La Cabale des Muses
et l’attitude de celui-ci ne semblait pas cohérent. Pourquoi avait-il désobéi au capitaine des mousquetaires qui, bien que de rang inférieur, était son commandant désigné par le roi ?... D’évidence parce qu’il était prince anglais et qu’il estimait ne pas avoir à recevoir d’ordres d’un Français. C’était probable. Cependant, il avait risqué sa vie, même s’il en sortait sans une égratignure… Géraud ricana cyniquement en lui-même à l’évocation d’un autre adage populaire qu’il jugeait adapté à la situation : « Il n’y a de la chance que pour la canaille ! » Oui, il se l’avouait sans honte, Monmouth ne lui était pas sympathique. De ce fait, restait-il objectif ? Ses sentiments personnels ne devaient en aucune façon influer sur son enquête, règle élémentaire qu’il s’était toujours fixée… ainsi que toute sensiblerie envers la gent féminine. Maline lui labourait encore trop le cœur !
La barricade malmenée était toujours en place. Il n’en comprenait pas l’utilité. Il aurait dû prendre quelques leçons de stratégie militaire durant son voyage. Cependant, il ne pouvait deviner qu’il en aurait le besoin. Il regretta de ne pas y avoir pensé. Il s’engagea dans la triple tranchée qu’il parcourut à pas comptés en constatant que la protection des combattants était constante. Seul, un boulet tiré presque à la verticale depuis les remparts avec une grande habileté avait une mince chance d’y pénétrer. Ce qui se produisait très rarement. De la belle ouvrage de monsieur Sébastien Le Prestre, marquis de Vauban, qui était un ingénieur de génie.
Lebayle atteignit ce que l’on nomme toujours demi-lune en raison de son ancienne forme en croissant, mais qui désormais était un triangle dont le sommet en soc s’avançait à l’extérieur des fortifications. Il parcourut le fossé entre l’escarpe et la contrescarpe dont il estimait la largeur et la hauteur à trois toises et demie 1 . Il alla de-ci, de-là, repérer les passages possibles pour monter à l’assaut de cette fortification, s’étonna de la pente accentuée en espalier que les assaillants avaient dû escalader sous un feu d’enfer, et le peu d’endroits où se protéger, si ce n’étaient les fagots, maigres boucliers que l’on transportait et dressait devant soi. Il sua à se hisser, le plus souvent à quatre pattes, à redescendre sur le postérieur, saluant mentalement les soldats qui, avec une abnégation totale, avaient affronté une épreuve aussi surhumaine.
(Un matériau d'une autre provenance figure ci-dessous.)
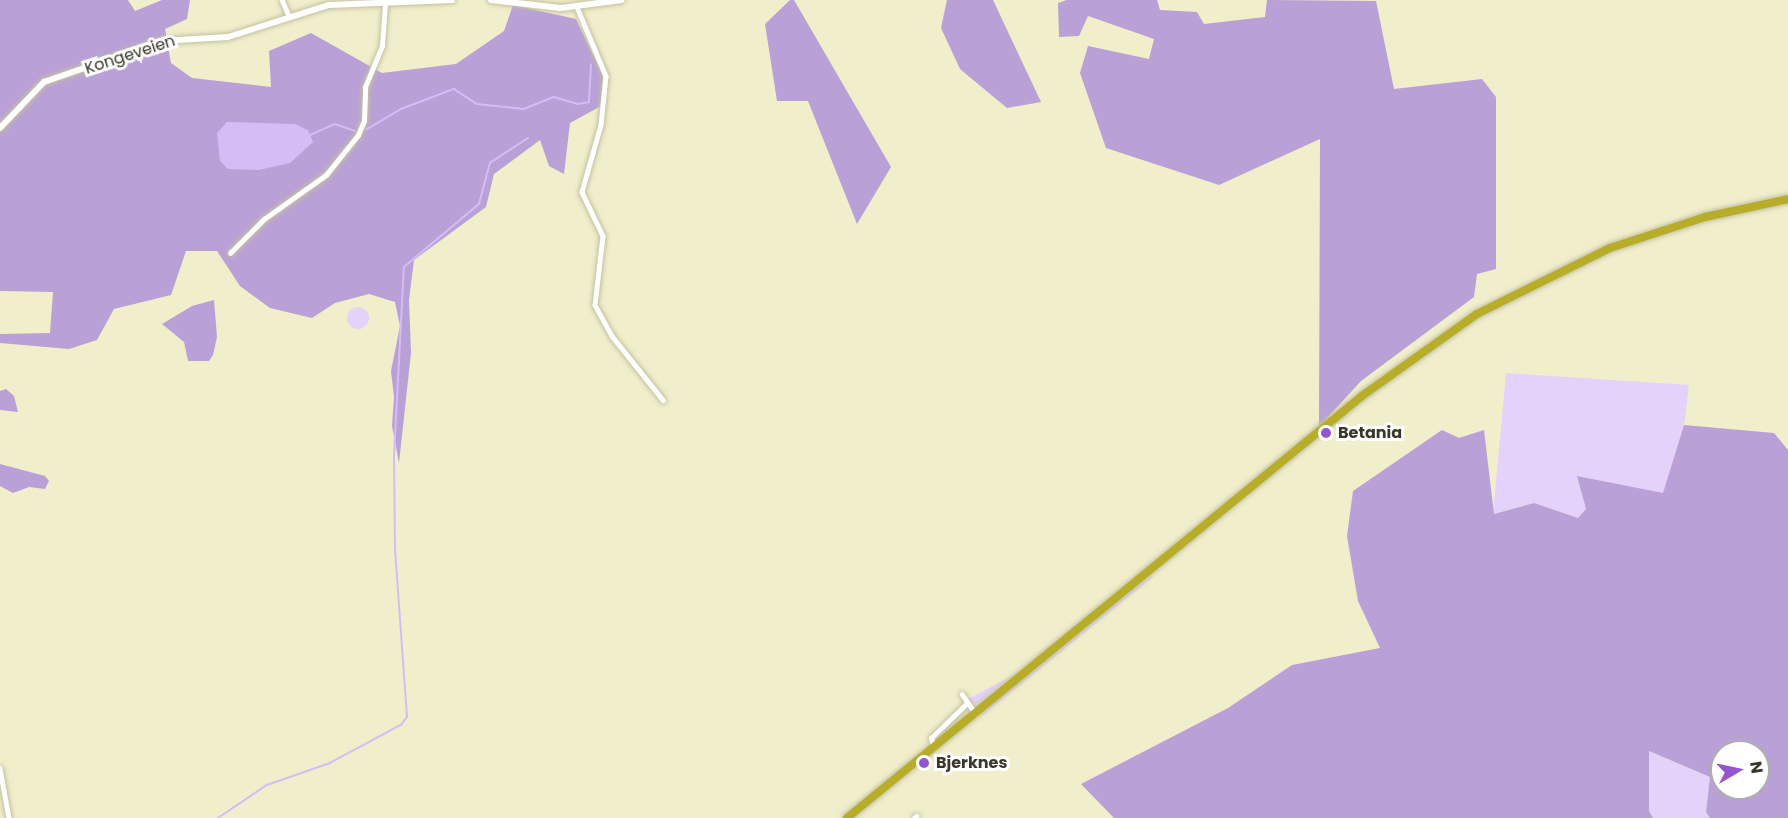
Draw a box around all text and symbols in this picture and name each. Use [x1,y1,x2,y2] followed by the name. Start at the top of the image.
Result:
[82,31,178,79] street label: Kongeveien
[1338,423,1402,443] place label: Betania
[1319,426,1333,440] marker: Betania
[1710,740,1770,800] north arrow
[936,753,1007,773] place label: Bjerknes
[917,756,931,770] marker: Bjerknes
[1744,760,1769,775] text: N

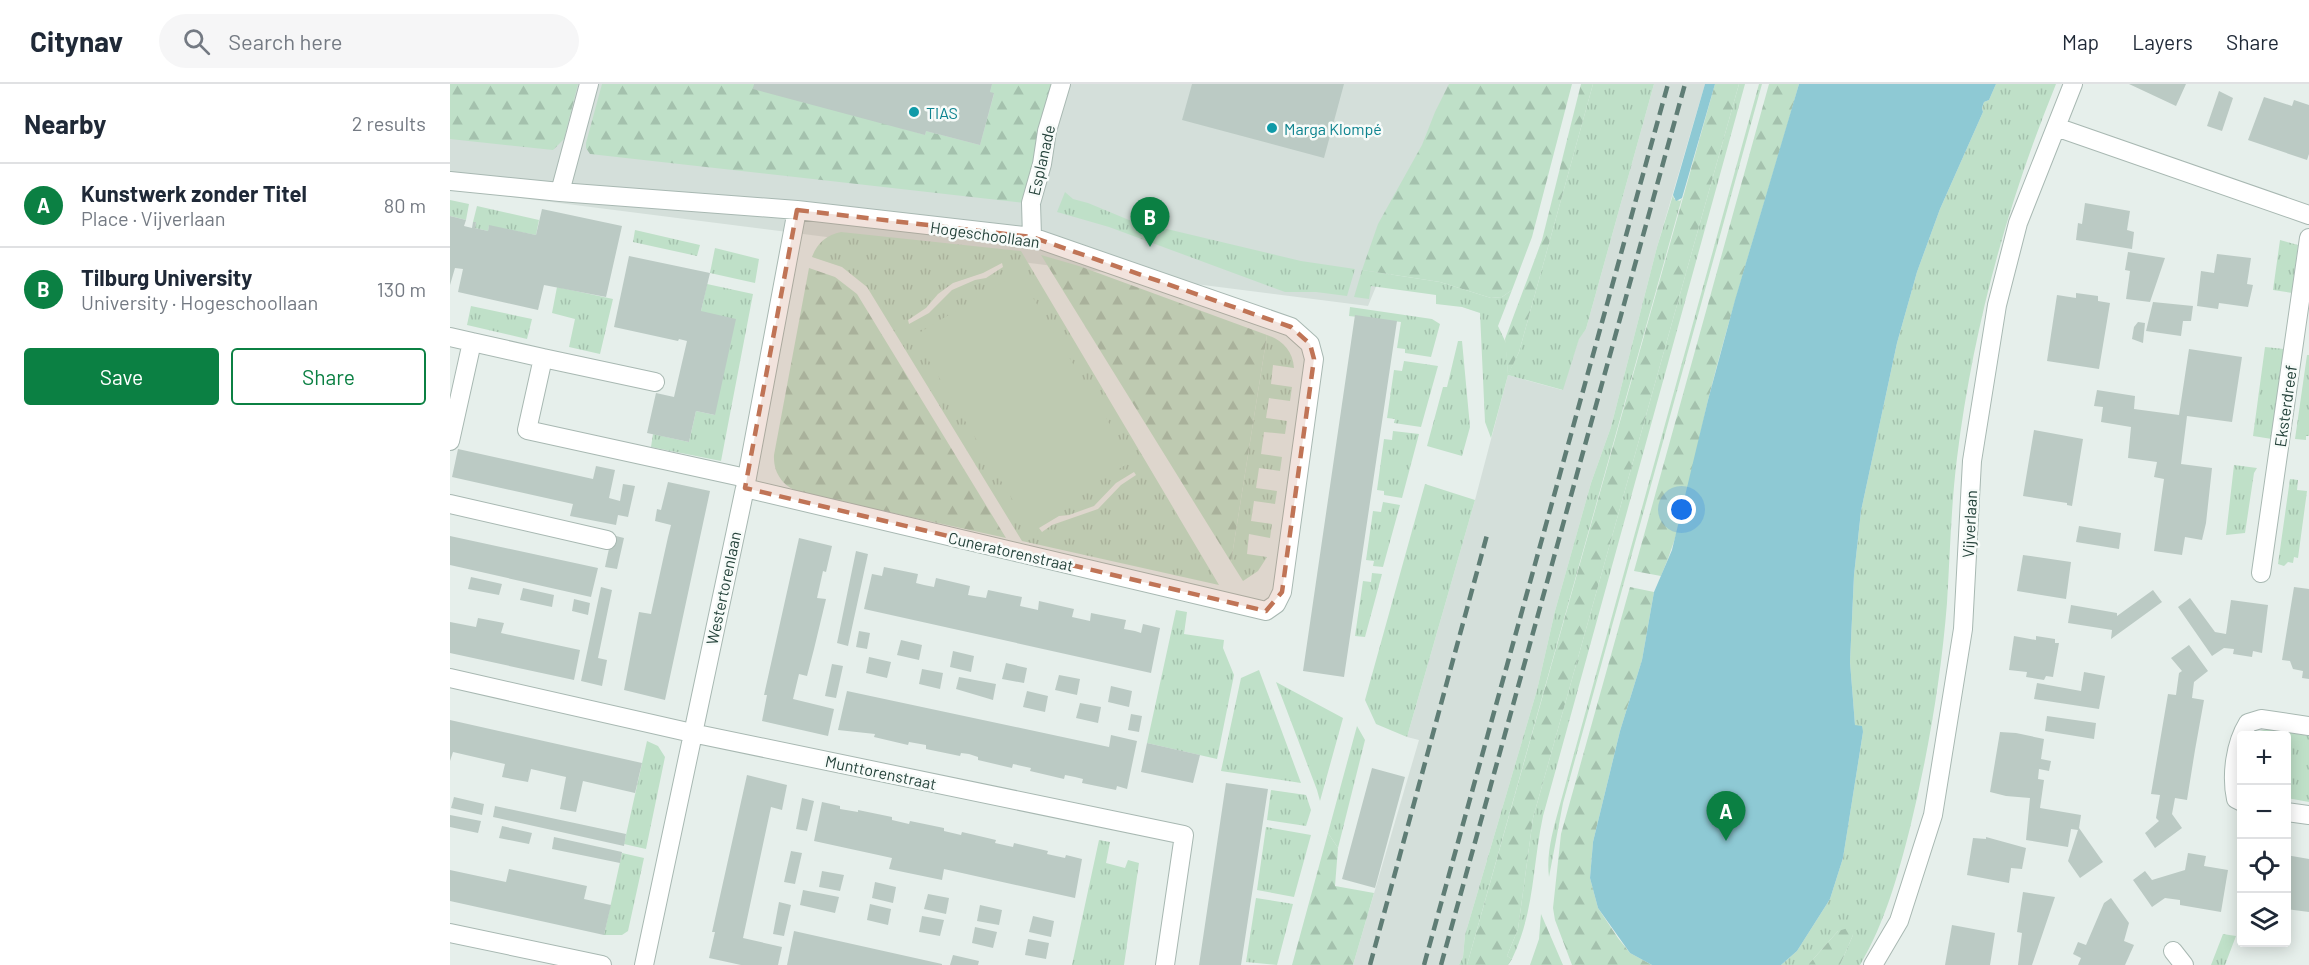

En nage, les mollets contractés, il se reposa sur une pierre, face à la pente, pour appréhender la position de l’ennemi qui se pourlécha à mitrailler, cribler, farcir les malheureux Français s’épuisant avec quinze livres de matériel sur le dos et un mousquet de seize ! À vingt-six ans, il n’avait pas la résistance d’un d’Artagnan de soixante révolus !... Malgré son entraînement. Éberlué, il opéra un lent tour d’horizon, perçut malgré un certain scepticisme les vibrations dans le sol et dans l’air dont lui avait parlé d’Aligny. Il entendrait presque les détonations, les explosions des grenades, les ordres impératifs, les cris de rage et ceux d’agonie, les lourds impacts des boulets, les sifflements des balles, les avalanches de terre et de pierraille, les cliquetis des armes blanches, les grincements, les craquements, les roulements des tambours, les rots sourds des canons… D’autant que flottait encore dans cette touffeur matinale l’odeur de la poudre, des fumées et de la mort.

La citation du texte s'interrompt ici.